━━━ Given records ━━━

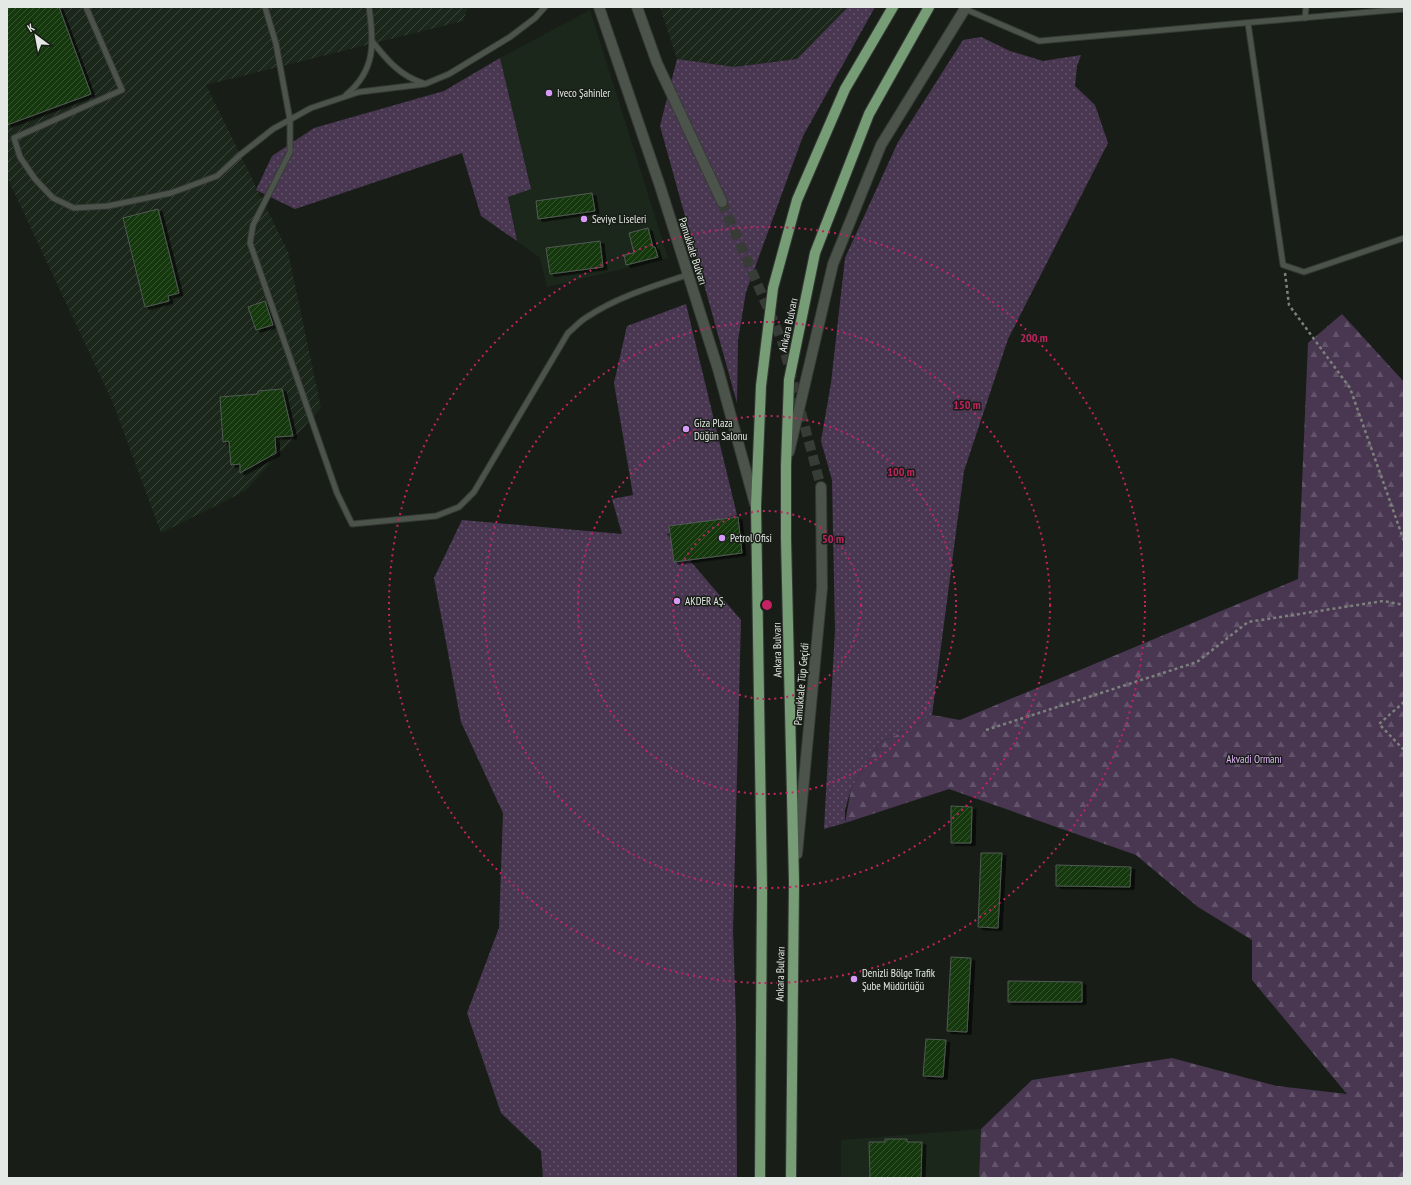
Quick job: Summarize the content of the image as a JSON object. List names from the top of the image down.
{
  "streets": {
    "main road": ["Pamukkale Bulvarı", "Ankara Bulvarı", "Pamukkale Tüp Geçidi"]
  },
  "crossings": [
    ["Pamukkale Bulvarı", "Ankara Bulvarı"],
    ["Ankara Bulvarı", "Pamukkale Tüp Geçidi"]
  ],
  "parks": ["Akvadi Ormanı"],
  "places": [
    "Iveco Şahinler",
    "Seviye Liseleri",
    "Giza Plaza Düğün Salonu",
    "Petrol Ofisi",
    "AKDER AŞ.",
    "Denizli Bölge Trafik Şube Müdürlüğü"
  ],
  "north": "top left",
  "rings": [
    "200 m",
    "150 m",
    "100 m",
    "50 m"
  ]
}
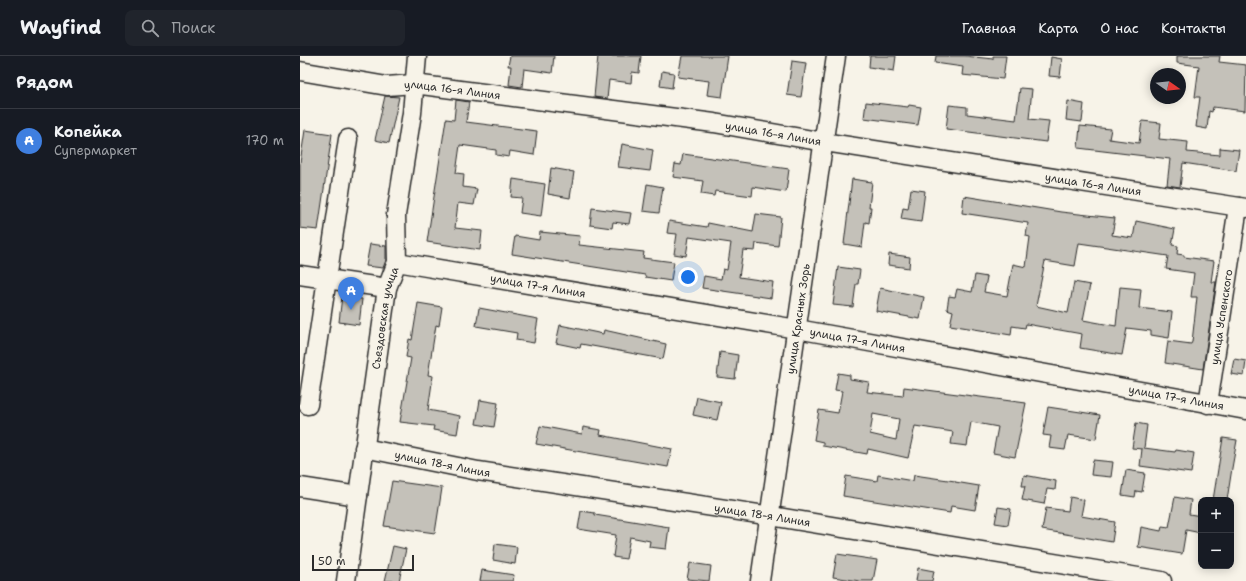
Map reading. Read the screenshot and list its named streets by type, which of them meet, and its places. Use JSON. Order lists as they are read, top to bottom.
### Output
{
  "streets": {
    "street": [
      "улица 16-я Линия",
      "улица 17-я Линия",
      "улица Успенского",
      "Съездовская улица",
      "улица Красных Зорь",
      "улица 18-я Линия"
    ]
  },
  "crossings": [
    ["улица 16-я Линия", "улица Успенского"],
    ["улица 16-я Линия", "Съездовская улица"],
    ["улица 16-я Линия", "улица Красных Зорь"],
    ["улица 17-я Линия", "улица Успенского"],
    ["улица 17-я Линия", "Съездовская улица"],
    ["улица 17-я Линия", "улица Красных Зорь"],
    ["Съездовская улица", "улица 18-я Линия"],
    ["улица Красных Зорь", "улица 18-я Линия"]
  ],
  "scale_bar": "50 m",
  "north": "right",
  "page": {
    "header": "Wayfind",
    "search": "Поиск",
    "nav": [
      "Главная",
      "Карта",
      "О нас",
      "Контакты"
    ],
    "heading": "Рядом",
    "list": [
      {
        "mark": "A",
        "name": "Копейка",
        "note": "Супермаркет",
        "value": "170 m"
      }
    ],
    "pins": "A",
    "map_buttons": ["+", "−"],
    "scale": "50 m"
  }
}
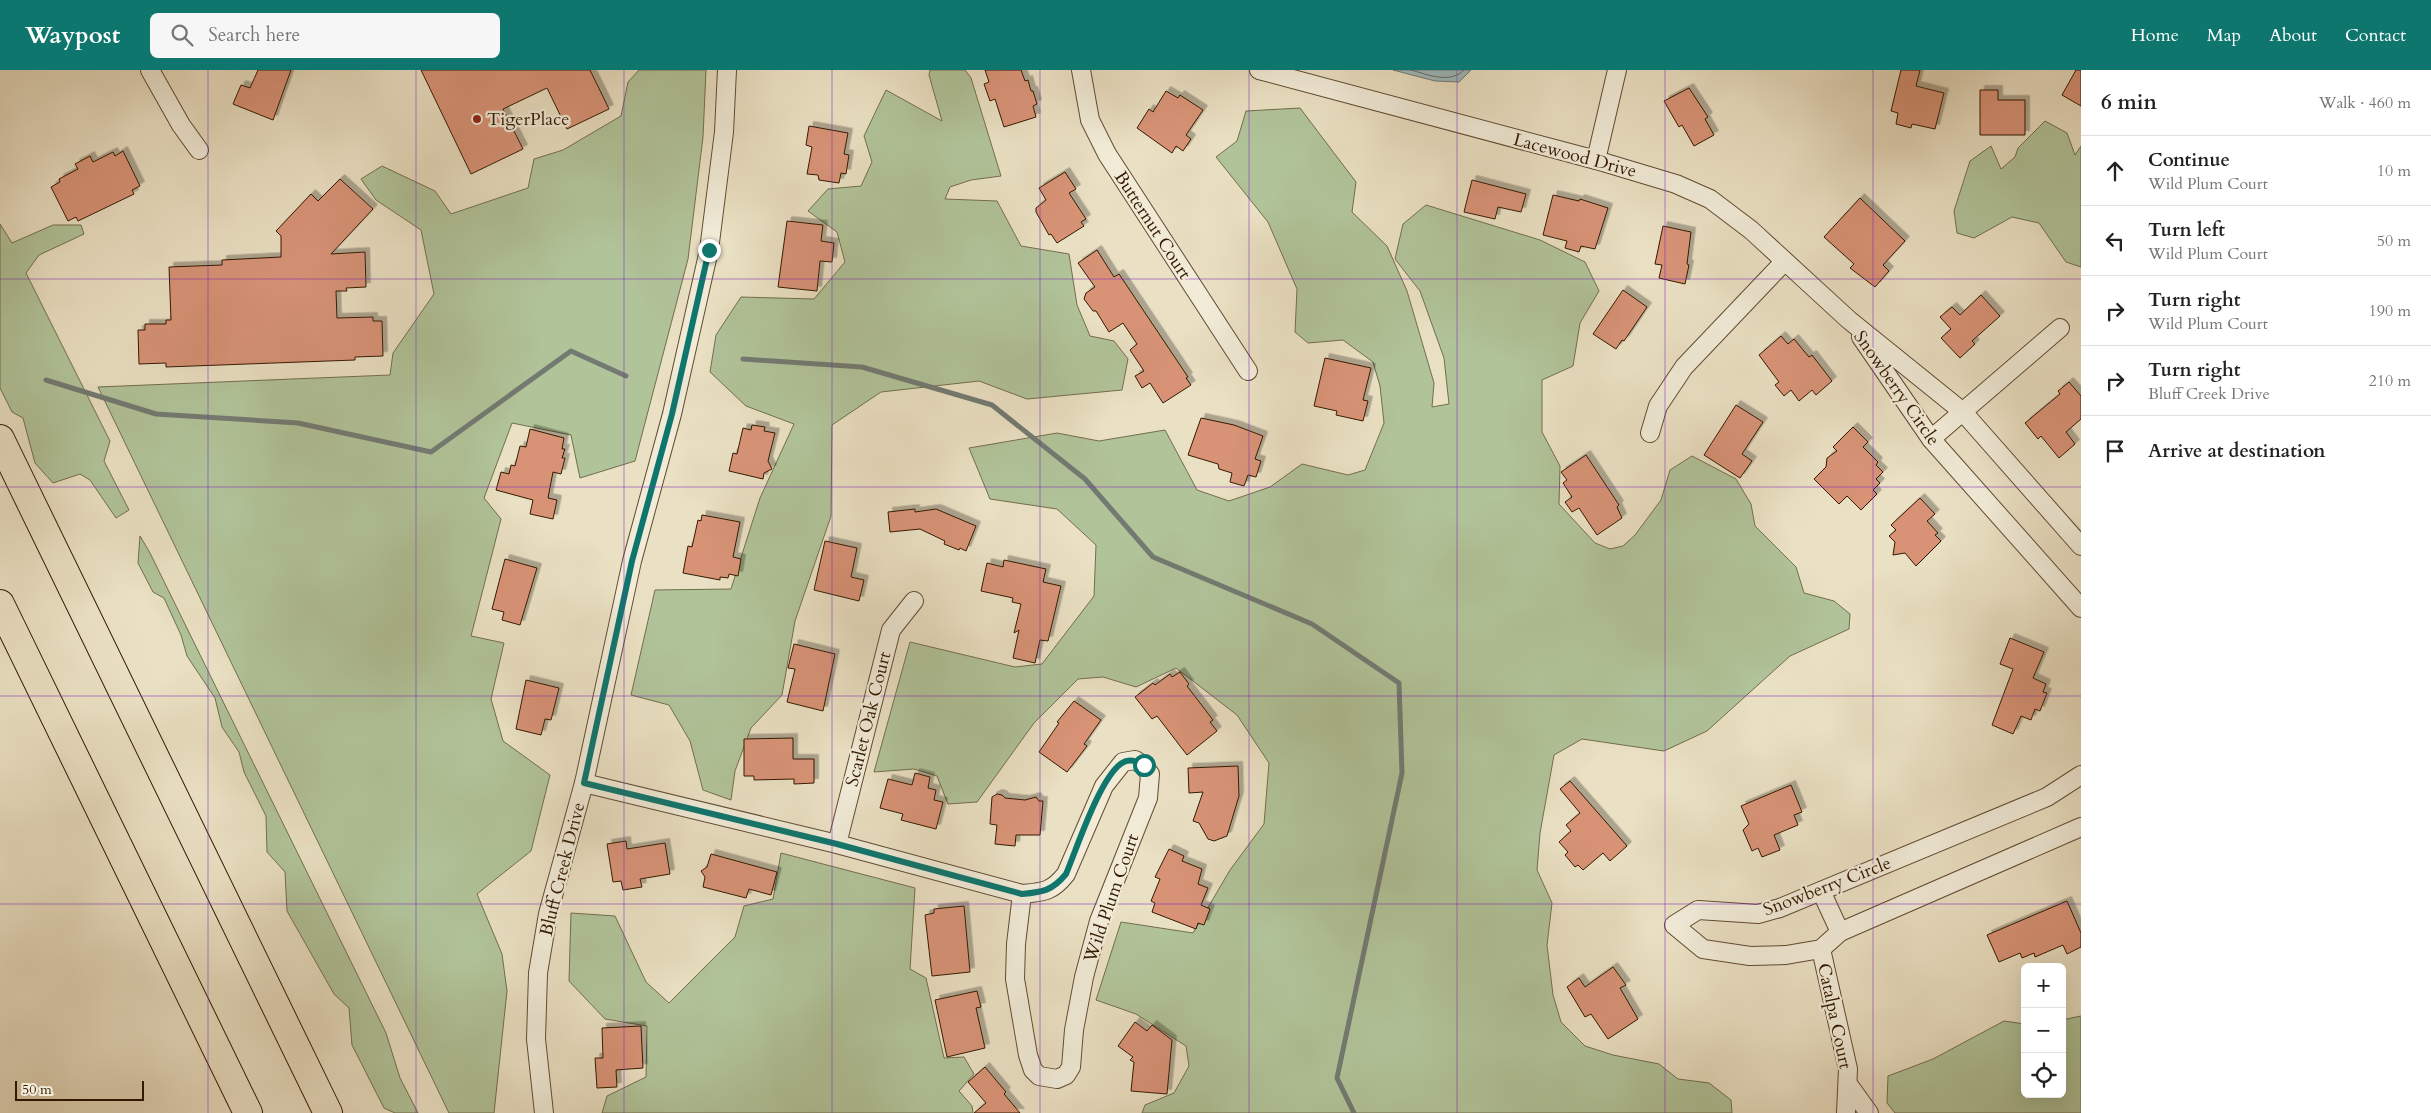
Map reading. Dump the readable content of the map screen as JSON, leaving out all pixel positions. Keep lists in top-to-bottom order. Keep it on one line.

━━━
━━━ Given records ━━━

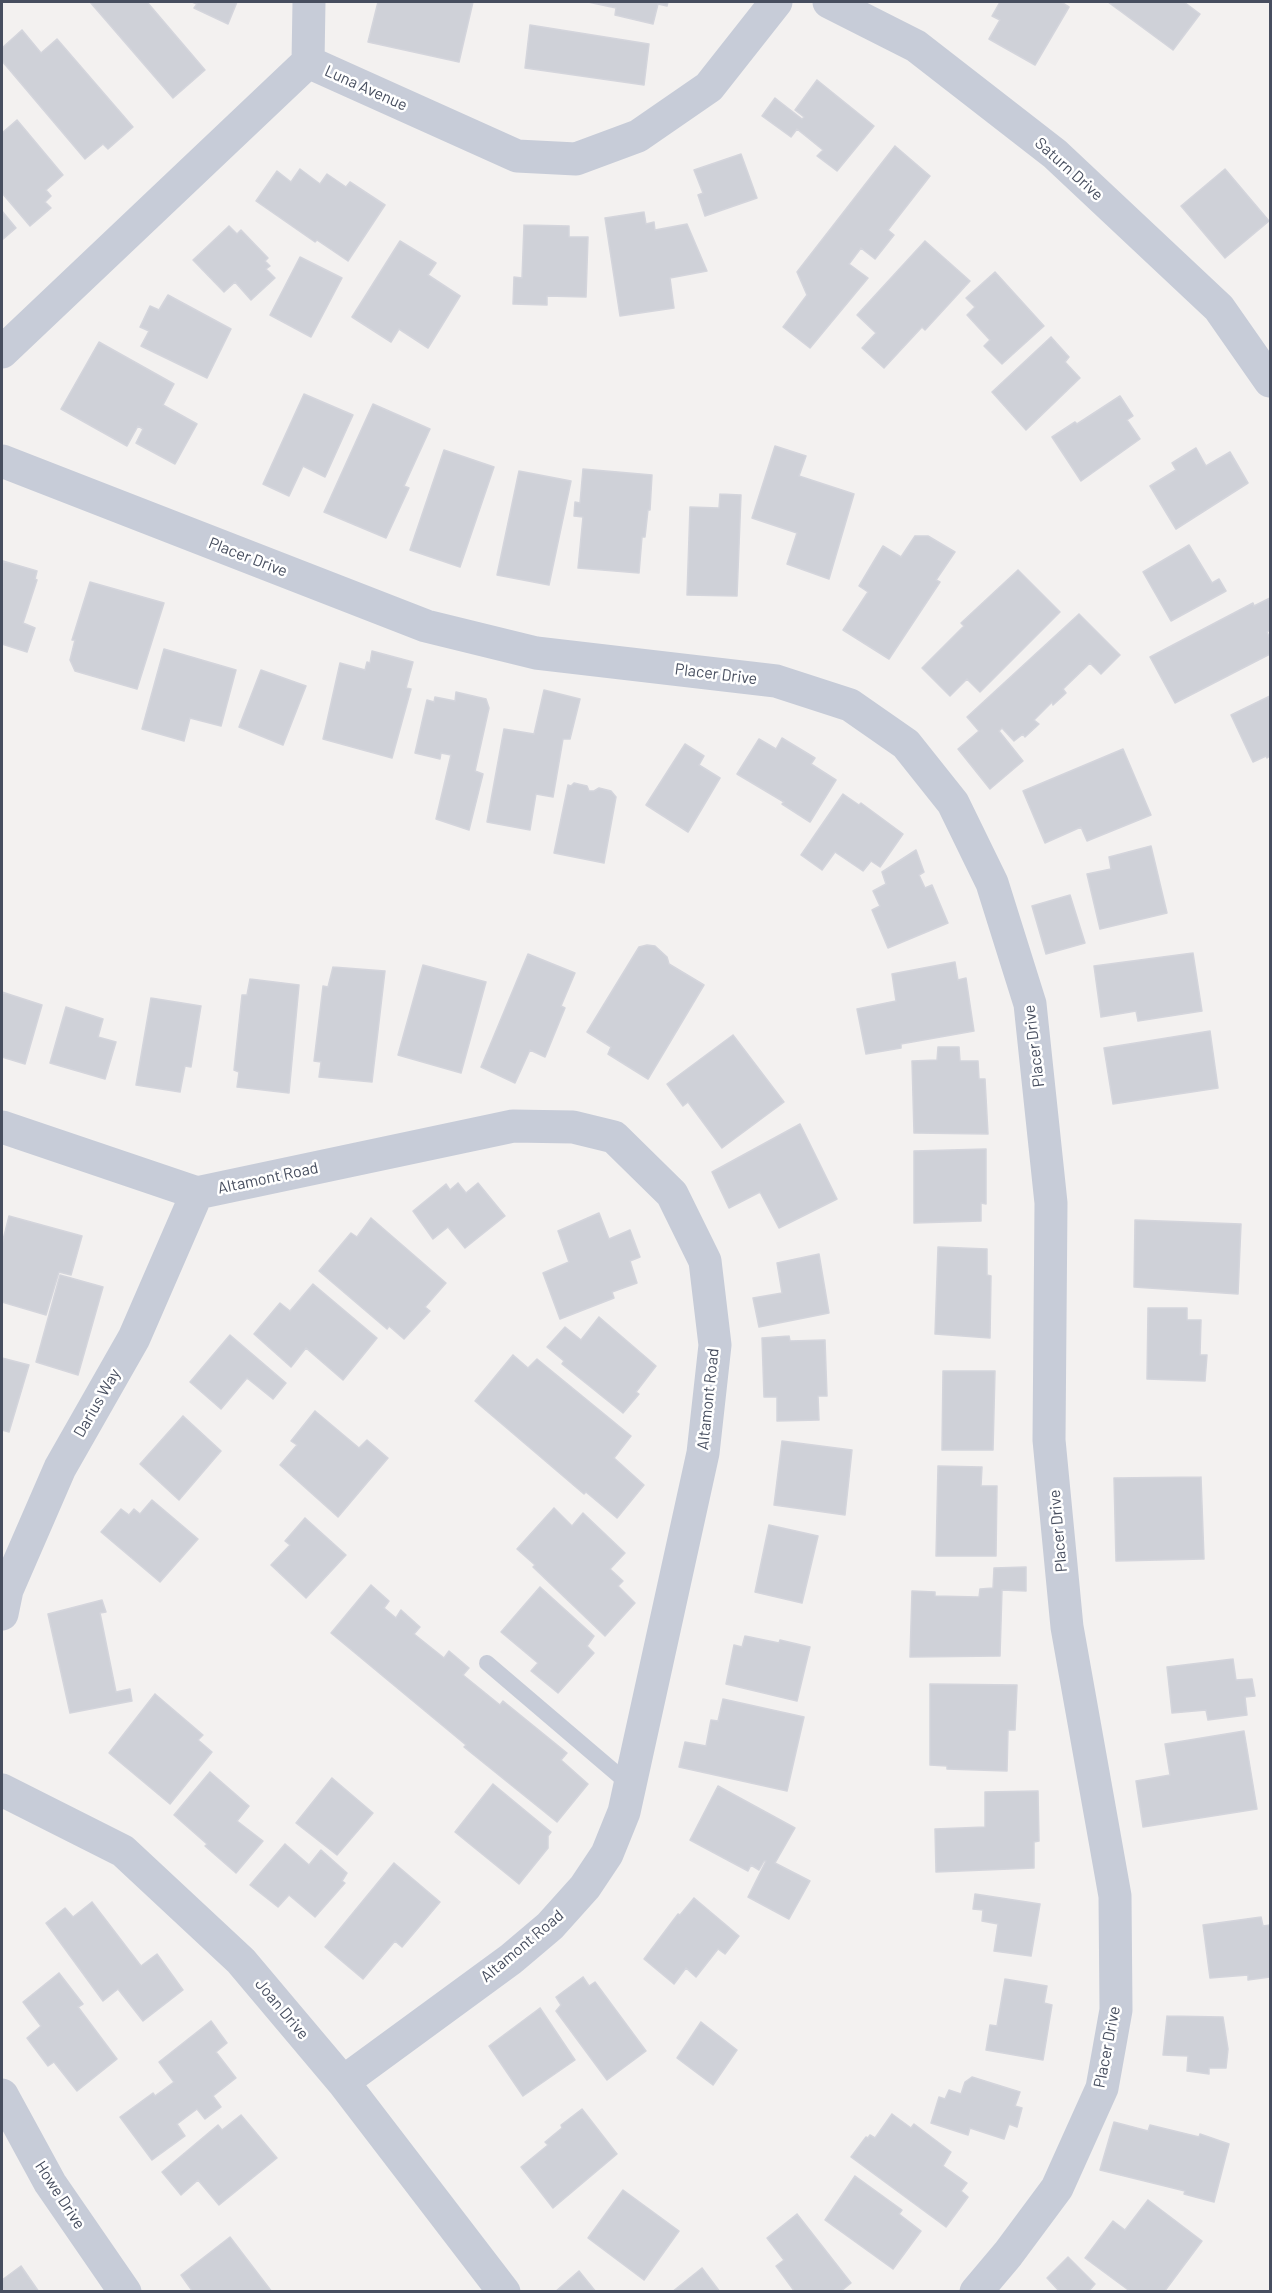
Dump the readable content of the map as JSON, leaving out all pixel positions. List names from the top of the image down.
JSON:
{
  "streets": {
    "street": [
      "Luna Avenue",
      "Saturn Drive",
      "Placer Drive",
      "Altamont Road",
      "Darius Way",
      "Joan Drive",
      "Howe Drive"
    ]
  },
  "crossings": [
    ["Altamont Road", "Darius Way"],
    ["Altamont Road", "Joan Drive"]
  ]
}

━━━

▸ **Work task**: What do the entries above read from the line containing "Quick job: Summarize" through the line containing "Map reading. Read"? Output those lines exactly, both ends included, with the pictures left out.

▸ **Answer for the task**:
Quick job: Summarize the content of the image as a JSON object. List names from the top of the image down.
{
  "streets": {
    "main road": ["Pamukkale Bulvarı", "Ankara Bulvarı", "Pamukkale Tüp Geçidi"]
  },
  "crossings": [
    ["Pamukkale Bulvarı", "Ankara Bulvarı"],
    ["Ankara Bulvarı", "Pamukkale Tüp Geçidi"]
  ],
  "parks": ["Akvadi Ormanı"],
  "places": [
    "Iveco Şahinler",
    "Seviye Liseleri",
    "Giza Plaza Düğün Salonu",
    "Petrol Ofisi",
    "AKDER AŞ.",
    "Denizli Bölge Trafik Şube Müdürlüğü"
  ],
  "north": "top left",
  "rings": [
    "200 m",
    "150 m",
    "100 m",
    "50 m"
  ]
}
Map reading. Read the screenshot and list its named streets by type, which of them meet, and its places. Use JSON. Order lists as they are read, top to bottom.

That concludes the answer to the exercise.